**ACTIVITY**
Please report every line in the material below where the word "read" is found.

:::

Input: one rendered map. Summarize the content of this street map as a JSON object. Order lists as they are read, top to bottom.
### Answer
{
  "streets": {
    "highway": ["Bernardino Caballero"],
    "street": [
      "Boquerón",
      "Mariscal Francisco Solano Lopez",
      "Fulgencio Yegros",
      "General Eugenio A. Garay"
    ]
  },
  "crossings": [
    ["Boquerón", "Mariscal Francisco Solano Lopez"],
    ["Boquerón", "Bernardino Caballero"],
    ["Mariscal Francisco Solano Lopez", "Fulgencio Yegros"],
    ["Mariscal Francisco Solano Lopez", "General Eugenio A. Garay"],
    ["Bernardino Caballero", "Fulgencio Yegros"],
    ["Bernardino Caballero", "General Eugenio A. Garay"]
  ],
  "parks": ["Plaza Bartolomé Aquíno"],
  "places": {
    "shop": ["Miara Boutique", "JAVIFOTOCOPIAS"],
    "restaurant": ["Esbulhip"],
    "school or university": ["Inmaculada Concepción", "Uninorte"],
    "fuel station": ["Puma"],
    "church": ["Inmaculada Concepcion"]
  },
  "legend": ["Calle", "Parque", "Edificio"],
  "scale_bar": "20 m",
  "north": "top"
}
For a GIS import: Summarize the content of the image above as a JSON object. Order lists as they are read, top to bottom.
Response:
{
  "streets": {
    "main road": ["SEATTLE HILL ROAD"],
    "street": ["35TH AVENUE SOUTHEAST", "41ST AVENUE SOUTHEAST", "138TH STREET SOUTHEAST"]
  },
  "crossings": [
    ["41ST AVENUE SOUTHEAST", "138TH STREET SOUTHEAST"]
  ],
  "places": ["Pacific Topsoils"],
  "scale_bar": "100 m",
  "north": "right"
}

:::

**ANSWER TO THE EXERCISE**
Input: one rendered map. Summarize the content of this street map as a JSON object. Order lists as they are read, top to bottom.
For a GIS import: Summarize the content of the image above as a JSON object. Order lists as they are read, top to bottom.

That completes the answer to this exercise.